Stored data entries:
--

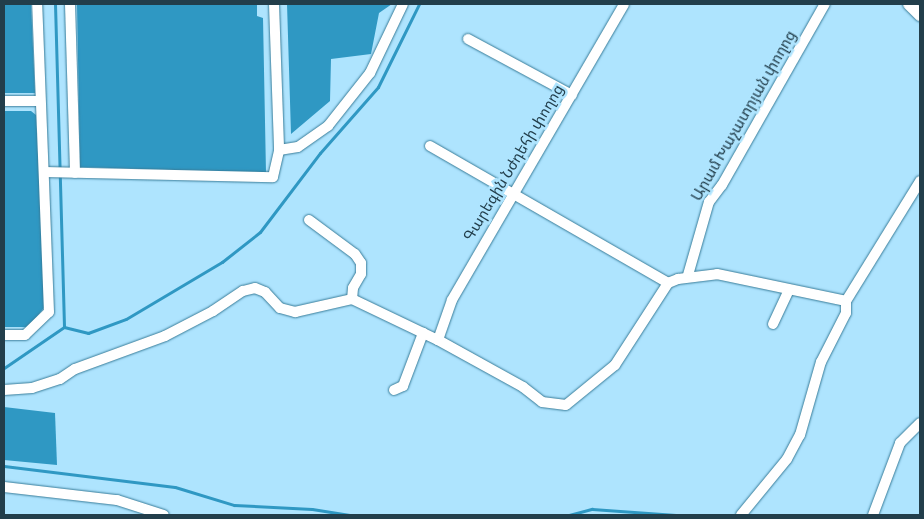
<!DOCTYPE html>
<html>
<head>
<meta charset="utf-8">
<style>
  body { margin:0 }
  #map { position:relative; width:924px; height:519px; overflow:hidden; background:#aee4fe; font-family:"Alegreya Sans","Noto Sans Armenian",sans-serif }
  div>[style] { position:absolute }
  .water>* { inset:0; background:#2f98c3 }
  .stream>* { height:3px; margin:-1.5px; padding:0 1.5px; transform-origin:1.5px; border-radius:1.5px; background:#2f98c3 }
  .roads { filter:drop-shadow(0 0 1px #387c99) drop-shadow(0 0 1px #387c99) }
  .minor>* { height:10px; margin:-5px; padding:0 5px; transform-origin:5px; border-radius:5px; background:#fff }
  .major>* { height:12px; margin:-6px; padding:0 6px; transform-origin:6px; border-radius:6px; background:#fff }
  span { translate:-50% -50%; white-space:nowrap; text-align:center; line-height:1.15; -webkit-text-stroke:5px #aee4fe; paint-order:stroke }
  .street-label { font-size:15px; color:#223e4b }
  .frame { position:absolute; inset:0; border:5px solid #223e4b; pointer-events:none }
</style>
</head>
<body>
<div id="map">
  <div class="water">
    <div style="clip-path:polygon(4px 4px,31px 4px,35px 93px,4px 93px)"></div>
    <div style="clip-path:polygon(77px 4px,257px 4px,257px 16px,263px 18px,266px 173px,80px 167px)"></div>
    <div style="clip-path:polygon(287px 4px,392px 4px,379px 13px,371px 54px,331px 59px,330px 101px,291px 134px)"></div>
    <div style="clip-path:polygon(4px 111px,31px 111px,36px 115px,46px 305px,29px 327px,4px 327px)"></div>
    <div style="clip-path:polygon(4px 407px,55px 413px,57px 465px,4px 460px)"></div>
  </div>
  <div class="stream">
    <div style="left:55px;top:4px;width:323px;rotate:88.4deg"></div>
    <div style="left:4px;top:368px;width:73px;rotate:-34.3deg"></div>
    <div style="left:64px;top:327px;width:25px;rotate:14deg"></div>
    <div style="left:88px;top:333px;width:40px;rotate:-20.2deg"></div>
    <div style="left:126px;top:319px;width:112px;rotate:-30.7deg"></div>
    <div style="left:222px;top:262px;width:48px;rotate:-38.3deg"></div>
    <div style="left:260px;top:232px;width:99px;rotate:-52.8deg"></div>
    <div style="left:320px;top:153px;width:88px;rotate:-48.7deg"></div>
    <div style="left:378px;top:87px;width:93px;rotate:-63.7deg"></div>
    <div style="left:4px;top:466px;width:172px;rotate:7deg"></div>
    <div style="left:175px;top:487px;width:62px;rotate:17deg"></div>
    <div style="left:234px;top:505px;width:78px;rotate:2.9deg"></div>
    <div style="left:312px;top:509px;width:38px;rotate:9deg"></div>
    <div style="left:569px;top:515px;width:24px;rotate:-15deg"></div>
    <div style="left:592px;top:509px;width:84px;rotate:4.1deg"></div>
  </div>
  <div class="roads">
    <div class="minor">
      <div style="left:70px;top:4px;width:169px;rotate:88.3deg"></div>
      <div style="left:274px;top:4px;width:146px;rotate:88deg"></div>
      <div style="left:279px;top:150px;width:19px;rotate:-9deg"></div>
      <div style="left:298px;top:147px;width:37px;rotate:-35deg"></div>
      <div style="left:328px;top:126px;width:68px;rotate:-51.6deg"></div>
      <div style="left:370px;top:73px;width:76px;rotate:-64.4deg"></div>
      <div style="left:468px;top:39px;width:118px;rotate:28.3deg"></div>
      <div style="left:4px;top:101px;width:36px"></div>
      <div style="left:430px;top:146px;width:275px;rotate:29.9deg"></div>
      <div style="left:44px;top:172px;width:229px;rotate:1.3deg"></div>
      <div style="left:273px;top:177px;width:28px;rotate:-77deg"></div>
      <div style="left:309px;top:220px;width:57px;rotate:36.5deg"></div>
      <div style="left:355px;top:254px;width:11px;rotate:56deg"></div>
      <div style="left:361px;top:263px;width:11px;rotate:90deg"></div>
      <div style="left:361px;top:274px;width:16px;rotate:120deg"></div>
      <div style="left:353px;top:288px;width:11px;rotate:95deg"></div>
      <div style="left:688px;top:275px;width:76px;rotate:-74deg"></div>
      <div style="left:709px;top:202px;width:21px;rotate:-53deg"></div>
      <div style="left:722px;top:185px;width:208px;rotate:-60.4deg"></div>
      <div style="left:773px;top:324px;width:38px;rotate:-65deg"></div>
      <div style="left:4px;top:335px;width:21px"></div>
      <div style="left:25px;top:335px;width:33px;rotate:-44deg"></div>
      <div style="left:49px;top:312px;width:308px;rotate:-92.2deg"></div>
      <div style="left:438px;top:340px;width:42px;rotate:-70.7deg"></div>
      <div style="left:452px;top:300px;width:342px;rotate:-59.8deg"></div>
      <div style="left:4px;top:390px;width:28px;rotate:-4deg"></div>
      <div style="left:32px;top:388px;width:29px;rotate:-18deg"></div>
      <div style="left:60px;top:379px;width:18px;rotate:-34deg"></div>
      <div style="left:75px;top:369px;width:96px;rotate:-20.1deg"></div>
      <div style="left:165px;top:336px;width:54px;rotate:-27.5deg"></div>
      <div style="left:213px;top:311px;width:36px;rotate:-34deg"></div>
      <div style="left:243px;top:291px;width:12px;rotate:-14deg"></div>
      <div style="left:255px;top:288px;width:11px;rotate:22deg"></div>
      <div style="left:265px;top:292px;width:22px;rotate:47deg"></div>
      <div style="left:280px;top:308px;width:16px;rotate:15deg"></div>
      <div style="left:295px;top:312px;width:58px;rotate:-12.8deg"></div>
      <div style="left:352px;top:299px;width:95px;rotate:25.5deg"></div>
      <div style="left:438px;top:340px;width:97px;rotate:28.9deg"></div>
      <div style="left:523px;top:387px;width:24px;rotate:38deg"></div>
      <div style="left:542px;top:402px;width:24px;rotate:7deg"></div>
      <div style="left:566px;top:405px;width:63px;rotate:-39.2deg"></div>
      <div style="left:615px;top:365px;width:98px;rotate:-57.1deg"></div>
      <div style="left:668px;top:283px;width:11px;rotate:-22deg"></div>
      <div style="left:678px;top:279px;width:39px;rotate:-7deg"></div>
      <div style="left:717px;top:274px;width:132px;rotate:11.8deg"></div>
      <div style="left:394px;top:390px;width:10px;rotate:-24deg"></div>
      <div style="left:403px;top:386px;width:57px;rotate:-69.3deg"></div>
      <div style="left:4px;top:487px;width:114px;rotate:6.6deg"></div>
      <div style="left:117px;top:500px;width:49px;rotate:17.7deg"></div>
      <div style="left:741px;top:515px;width:72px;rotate:-50.6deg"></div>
      <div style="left:787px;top:459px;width:27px;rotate:-62deg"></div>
      <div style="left:800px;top:435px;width:76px;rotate:-74deg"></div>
      <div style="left:821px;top:362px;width:55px;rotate:-63deg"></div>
      <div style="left:846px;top:313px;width:12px;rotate:-90deg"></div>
      <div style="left:846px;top:301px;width:141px;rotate:-58.3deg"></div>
      <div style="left:873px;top:515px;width:77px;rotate:-69.4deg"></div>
      <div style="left:900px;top:443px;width:28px;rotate:-45deg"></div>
    </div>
    <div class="major">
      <div style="left:909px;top:4px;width:16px;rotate:45deg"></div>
    </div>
  </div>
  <div class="street-label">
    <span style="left:744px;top:116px;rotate:-60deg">Արամ Խաչատրյան փողոց</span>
    <span style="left:514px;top:163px;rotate:-59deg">Գարեգին Նժդեհի փողոց</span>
  </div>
  <div class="frame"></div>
</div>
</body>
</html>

--

Filter the entries down to the lines that include the string "stream".

  .stream>* { height:3px; margin:-1.5px; padding:0 1.5px; transform-origin:1.5px; border-radius:1.5px; background:#2f98c3 }
  <div class="stream">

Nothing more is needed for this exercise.